Can Bob save the day and win the affection of his neighbors? Who are we kidding? Of course he does. This is a family movie. A better question is: Is The Spy Next Door worth your time and money? Unless you're a Jackie Chan completist like myself, do not bother. There is a severe lack of creativity here. Family films do not have to be cutting edge but they do not need to be graded on a curve either. This one didn't cut it for me.
Even the dependable Chan seems limited to what he does best; elaborate fight scenes made to look improvised. Sure, he's not as young or as fast as he used to be. He needs to slow down. I get that. Still, Chan is capable of doing better than this. It also doesn't help that his screen time is cut down to make room for things like Billy Ray Cyrus's character who comes on screen just long enough to remind audiences that he's in the movie before drifting back into the abyss of this hollow script. Moments like this support my belief that the film is not confident in itself. Both the main story and the backstory involving the villians are so ridiculous that the only saving grace of the movie had to be the fight scenes.

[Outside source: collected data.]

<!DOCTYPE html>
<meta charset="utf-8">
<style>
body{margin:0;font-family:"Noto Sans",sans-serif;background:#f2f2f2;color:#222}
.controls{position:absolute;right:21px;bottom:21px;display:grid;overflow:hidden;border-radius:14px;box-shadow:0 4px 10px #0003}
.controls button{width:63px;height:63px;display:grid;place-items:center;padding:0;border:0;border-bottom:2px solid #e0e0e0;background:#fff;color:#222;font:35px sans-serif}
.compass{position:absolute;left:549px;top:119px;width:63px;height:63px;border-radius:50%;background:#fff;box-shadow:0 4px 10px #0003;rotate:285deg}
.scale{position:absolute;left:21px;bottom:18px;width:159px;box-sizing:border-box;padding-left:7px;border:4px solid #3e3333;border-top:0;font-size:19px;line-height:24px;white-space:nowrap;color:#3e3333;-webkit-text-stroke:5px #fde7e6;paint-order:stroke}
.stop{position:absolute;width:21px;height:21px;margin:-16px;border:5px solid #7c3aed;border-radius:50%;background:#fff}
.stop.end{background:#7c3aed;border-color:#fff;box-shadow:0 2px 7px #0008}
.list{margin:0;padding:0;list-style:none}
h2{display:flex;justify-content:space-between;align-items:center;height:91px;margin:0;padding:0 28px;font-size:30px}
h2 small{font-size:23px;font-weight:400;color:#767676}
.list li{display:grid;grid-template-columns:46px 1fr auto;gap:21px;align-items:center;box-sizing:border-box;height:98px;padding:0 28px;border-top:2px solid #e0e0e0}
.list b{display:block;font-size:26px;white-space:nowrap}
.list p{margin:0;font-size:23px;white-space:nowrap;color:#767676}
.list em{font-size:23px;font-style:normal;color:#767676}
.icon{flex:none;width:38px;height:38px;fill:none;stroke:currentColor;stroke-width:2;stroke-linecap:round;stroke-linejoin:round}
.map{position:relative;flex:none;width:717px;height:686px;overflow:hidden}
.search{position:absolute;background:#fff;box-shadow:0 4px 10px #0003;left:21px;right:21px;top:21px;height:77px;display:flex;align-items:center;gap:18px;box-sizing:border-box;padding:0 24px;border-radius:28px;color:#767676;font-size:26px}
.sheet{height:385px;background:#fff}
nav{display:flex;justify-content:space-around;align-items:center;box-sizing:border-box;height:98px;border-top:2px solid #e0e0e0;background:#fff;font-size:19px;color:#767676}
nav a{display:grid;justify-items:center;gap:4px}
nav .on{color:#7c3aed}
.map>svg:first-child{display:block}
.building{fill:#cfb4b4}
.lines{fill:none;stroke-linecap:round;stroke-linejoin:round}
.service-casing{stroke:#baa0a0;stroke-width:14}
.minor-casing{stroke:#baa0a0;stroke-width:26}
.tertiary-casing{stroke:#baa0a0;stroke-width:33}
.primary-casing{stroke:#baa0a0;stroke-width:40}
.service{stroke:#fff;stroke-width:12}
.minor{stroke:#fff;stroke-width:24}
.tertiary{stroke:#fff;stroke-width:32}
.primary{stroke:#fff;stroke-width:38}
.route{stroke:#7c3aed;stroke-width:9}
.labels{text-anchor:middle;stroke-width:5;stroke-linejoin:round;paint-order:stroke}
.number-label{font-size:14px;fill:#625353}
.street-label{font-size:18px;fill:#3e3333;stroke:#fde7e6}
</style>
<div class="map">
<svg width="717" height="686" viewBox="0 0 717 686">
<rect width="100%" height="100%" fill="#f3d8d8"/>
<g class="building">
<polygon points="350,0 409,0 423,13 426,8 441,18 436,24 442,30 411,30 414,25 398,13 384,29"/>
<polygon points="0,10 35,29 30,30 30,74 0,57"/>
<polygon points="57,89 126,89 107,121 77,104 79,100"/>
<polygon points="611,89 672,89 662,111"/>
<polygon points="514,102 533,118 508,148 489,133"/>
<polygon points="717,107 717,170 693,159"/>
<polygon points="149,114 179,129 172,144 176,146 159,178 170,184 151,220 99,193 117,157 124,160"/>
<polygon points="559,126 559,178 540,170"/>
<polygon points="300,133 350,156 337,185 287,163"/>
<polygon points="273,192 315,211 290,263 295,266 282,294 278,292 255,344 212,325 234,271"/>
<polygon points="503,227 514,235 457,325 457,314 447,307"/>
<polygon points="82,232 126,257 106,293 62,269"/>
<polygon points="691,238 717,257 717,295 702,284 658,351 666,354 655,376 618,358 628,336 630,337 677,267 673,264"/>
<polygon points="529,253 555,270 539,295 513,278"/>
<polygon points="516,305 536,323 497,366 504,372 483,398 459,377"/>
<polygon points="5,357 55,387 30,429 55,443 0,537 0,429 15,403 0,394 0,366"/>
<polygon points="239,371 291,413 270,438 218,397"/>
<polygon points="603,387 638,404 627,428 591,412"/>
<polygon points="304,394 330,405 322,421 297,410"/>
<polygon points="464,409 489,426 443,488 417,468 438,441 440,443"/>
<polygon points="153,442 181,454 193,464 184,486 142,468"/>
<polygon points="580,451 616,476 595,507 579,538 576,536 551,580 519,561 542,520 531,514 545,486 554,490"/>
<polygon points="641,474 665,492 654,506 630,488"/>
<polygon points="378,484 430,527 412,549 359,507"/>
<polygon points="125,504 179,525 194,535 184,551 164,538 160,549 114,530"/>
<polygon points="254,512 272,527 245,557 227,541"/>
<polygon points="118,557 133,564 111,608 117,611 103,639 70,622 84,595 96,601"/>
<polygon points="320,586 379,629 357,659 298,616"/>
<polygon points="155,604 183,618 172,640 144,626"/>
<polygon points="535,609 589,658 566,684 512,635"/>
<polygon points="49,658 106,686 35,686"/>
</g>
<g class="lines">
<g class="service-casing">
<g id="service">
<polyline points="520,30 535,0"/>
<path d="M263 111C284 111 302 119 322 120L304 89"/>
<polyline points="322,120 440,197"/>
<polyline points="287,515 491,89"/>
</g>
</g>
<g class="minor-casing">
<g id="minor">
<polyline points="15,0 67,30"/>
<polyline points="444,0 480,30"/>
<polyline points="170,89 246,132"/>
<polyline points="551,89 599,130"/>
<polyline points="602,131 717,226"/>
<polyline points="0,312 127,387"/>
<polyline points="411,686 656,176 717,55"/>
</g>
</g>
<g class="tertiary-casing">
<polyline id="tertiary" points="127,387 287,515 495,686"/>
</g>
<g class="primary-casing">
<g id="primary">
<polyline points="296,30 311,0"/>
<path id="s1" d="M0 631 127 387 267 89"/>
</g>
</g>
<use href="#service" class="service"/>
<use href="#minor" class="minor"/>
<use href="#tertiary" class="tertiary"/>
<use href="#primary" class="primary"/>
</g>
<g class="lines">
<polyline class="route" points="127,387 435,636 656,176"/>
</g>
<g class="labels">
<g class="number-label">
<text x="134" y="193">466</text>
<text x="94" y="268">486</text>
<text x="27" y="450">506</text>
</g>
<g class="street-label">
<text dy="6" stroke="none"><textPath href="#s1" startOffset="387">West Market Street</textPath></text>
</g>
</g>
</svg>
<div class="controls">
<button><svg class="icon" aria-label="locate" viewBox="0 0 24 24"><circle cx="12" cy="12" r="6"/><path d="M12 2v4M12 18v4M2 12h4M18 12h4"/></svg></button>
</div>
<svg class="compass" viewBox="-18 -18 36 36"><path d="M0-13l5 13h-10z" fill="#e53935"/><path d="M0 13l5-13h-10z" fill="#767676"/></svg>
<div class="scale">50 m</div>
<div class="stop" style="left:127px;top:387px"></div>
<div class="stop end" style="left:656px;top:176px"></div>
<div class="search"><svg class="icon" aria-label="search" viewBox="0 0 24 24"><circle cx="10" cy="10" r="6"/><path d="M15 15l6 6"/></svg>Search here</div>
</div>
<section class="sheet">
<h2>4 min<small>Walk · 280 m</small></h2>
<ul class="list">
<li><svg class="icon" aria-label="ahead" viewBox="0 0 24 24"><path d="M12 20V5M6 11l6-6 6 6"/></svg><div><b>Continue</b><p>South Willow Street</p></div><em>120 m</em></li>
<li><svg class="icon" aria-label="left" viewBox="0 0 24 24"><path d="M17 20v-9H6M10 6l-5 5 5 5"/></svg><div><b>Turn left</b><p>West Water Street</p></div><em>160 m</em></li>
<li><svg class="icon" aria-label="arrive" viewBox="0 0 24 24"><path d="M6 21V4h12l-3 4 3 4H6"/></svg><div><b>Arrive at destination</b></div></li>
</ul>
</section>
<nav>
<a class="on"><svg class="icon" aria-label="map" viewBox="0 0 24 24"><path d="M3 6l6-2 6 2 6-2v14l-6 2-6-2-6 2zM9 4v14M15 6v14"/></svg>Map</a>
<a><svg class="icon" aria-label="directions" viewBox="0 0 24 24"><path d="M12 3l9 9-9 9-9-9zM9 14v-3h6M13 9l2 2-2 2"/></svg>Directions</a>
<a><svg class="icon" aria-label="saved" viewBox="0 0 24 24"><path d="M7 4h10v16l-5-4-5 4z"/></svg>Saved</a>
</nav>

I always welcome the opportunity to watch bumbling bad guys get what's coming to them. That's what's offered in the film's climax. But these villains are so dumb and incompetent that they make Home Alone's Harry and Marv look like Heath Ledger's Joker. Since we can never take them as a real threat, the climatic fight scene (which is actually pretty decent) is not given the proper amount of excitement yet could be fun enough depending on how much you enjoy seeing improvised weapons. So yes, I didn't completely hate the film. I just have too much frustration to give it any sort of recommendation.
Chan has such a creative mind that I'm certain if this idea was presented to him during his 1980s prime with the full support of a Hong Kong studio under his wing, he could have made something great. Unfortunately this is 2010 Hollywood and we're instead stuck with mediocrity.